**Dataset entries:**
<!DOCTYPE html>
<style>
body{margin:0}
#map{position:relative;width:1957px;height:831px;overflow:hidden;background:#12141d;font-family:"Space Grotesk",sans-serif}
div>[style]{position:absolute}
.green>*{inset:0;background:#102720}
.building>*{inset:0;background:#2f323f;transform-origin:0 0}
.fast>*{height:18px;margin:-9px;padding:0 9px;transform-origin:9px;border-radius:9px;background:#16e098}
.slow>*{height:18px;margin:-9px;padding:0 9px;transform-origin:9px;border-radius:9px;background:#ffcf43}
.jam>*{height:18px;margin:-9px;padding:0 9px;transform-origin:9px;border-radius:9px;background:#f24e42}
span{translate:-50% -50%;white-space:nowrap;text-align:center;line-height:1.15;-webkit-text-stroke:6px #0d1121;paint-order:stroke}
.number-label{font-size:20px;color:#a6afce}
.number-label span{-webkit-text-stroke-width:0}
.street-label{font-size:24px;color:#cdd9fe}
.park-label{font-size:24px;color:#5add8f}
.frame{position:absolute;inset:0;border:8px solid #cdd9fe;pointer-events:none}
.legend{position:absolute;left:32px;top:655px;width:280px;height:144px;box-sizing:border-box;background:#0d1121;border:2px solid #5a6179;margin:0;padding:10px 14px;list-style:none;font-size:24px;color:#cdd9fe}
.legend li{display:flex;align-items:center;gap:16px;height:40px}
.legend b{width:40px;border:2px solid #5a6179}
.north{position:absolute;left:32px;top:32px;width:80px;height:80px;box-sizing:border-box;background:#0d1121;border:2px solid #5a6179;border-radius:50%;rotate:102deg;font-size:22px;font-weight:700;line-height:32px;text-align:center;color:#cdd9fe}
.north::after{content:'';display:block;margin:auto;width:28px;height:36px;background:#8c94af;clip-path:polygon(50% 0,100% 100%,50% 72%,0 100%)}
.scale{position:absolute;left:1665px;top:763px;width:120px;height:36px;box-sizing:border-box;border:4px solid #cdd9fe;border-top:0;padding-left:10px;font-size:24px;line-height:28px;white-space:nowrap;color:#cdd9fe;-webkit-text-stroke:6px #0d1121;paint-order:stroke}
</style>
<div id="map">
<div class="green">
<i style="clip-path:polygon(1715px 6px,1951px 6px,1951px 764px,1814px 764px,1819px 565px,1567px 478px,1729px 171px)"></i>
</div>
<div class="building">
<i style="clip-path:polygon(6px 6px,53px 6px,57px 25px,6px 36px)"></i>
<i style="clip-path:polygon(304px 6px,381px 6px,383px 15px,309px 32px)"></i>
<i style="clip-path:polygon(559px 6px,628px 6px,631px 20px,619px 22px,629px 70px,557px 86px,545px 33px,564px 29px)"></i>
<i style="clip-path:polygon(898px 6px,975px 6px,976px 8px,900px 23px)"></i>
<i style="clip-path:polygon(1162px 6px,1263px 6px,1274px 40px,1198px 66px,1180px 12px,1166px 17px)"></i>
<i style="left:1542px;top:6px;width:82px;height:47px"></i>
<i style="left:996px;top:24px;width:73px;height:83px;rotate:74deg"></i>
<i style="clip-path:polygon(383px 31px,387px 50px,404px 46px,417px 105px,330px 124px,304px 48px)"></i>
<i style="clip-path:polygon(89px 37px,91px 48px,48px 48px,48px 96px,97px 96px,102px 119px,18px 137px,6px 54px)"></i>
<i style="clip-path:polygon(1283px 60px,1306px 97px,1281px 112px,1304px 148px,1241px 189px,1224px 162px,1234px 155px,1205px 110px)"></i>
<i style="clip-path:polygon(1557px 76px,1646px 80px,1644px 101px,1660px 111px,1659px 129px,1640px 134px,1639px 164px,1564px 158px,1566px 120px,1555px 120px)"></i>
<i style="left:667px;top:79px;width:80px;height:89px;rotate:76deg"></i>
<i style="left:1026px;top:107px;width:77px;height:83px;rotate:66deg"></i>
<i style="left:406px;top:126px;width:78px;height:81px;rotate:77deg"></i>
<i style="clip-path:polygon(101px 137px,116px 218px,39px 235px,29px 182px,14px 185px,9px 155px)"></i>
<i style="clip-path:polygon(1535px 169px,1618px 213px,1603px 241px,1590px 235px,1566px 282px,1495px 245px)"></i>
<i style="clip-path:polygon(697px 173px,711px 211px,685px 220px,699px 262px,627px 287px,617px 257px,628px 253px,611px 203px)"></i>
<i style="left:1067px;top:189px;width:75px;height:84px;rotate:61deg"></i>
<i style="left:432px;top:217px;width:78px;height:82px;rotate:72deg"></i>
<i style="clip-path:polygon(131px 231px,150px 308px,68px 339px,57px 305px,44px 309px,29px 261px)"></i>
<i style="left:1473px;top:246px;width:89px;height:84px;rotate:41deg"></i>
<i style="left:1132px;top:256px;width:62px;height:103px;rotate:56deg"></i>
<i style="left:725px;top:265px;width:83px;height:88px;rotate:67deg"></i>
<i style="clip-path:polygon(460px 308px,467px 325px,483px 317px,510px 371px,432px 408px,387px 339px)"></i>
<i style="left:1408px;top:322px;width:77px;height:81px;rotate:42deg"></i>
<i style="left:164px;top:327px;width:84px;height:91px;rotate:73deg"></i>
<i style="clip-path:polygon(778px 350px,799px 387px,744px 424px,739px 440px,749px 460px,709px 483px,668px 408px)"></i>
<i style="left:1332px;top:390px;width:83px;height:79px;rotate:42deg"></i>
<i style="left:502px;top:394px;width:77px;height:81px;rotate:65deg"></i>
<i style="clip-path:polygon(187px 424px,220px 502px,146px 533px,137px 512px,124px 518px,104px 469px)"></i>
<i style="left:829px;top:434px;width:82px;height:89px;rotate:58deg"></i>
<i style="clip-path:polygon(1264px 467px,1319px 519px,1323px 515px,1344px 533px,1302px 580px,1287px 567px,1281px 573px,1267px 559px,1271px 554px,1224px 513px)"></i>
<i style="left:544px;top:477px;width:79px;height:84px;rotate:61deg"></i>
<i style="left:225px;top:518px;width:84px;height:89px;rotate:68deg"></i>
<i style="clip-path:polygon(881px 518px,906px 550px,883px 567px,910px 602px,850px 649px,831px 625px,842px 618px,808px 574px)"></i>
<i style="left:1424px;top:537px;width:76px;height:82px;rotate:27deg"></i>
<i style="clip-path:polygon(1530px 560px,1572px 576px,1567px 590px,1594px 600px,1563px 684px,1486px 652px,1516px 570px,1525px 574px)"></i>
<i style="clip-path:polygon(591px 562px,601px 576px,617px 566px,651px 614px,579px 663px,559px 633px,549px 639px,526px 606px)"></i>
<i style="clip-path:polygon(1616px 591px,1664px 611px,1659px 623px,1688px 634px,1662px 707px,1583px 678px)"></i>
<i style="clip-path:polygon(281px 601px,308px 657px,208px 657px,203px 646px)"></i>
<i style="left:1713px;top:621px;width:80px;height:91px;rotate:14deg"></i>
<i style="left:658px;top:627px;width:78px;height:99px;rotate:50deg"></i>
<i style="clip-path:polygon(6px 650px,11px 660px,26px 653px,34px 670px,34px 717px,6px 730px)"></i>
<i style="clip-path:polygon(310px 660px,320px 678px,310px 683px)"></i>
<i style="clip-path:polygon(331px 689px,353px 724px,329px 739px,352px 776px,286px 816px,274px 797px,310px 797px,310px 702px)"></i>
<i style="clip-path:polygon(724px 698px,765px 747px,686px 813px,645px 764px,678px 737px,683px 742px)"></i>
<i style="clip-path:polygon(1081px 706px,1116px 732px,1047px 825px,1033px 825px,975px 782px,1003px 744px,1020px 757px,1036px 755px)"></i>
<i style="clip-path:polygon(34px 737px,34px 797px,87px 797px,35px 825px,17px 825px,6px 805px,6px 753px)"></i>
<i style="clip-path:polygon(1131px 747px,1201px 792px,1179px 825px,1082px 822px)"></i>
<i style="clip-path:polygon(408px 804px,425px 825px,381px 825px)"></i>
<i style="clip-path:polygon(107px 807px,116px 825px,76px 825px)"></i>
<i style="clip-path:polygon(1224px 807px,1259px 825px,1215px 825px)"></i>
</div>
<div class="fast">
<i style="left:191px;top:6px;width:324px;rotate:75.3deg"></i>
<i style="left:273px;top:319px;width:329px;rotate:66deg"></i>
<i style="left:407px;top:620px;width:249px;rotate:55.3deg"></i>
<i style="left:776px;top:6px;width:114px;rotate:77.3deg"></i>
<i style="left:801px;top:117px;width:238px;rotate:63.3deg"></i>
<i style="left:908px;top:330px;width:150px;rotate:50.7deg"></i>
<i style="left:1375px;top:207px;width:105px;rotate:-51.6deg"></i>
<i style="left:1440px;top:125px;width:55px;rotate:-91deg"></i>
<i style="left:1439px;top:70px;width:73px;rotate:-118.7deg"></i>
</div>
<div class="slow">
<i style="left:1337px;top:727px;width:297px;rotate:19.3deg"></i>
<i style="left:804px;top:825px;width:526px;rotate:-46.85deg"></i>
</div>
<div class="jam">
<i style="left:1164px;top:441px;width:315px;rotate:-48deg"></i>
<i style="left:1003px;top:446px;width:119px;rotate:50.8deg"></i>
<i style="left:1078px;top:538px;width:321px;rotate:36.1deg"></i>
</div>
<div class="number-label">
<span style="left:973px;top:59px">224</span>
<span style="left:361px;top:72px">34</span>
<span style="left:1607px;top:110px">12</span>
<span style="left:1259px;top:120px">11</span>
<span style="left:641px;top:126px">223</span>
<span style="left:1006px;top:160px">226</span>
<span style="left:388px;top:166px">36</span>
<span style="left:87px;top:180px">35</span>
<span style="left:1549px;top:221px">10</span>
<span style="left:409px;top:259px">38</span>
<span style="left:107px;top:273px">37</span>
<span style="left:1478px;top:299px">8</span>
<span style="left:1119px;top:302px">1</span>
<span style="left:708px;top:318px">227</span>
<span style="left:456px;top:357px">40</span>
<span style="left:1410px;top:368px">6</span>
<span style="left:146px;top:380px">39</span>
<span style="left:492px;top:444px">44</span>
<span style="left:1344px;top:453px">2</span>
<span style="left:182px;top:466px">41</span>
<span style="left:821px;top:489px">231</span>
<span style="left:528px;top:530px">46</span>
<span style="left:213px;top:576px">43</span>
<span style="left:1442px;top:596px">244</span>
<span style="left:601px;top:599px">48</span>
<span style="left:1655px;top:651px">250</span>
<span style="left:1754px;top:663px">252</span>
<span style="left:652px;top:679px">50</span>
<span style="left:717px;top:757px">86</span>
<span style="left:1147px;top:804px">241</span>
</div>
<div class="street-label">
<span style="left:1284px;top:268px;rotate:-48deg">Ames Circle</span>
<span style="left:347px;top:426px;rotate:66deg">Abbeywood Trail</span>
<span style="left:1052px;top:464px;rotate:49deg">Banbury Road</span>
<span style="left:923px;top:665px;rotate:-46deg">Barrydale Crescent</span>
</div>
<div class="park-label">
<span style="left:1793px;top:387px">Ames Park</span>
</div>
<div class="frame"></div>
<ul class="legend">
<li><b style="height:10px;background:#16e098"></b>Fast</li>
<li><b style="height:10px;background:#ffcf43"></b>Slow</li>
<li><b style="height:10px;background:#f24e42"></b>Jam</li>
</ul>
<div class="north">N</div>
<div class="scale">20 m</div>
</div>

**What is required:**
What lines in the data include the string "transform"? Copy each one.

**Result for this task:**
.building>*{inset:0;background:#2f323f;transform-origin:0 0}
.fast>*{height:18px;margin:-9px;padding:0 9px;transform-origin:9px;border-radius:9px;background:#16e098}
.slow>*{height:18px;margin:-9px;padding:0 9px;transform-origin:9px;border-radius:9px;background:#ffcf43}
.jam>*{height:18px;margin:-9px;padding:0 9px;transform-origin:9px;border-radius:9px;background:#f24e42}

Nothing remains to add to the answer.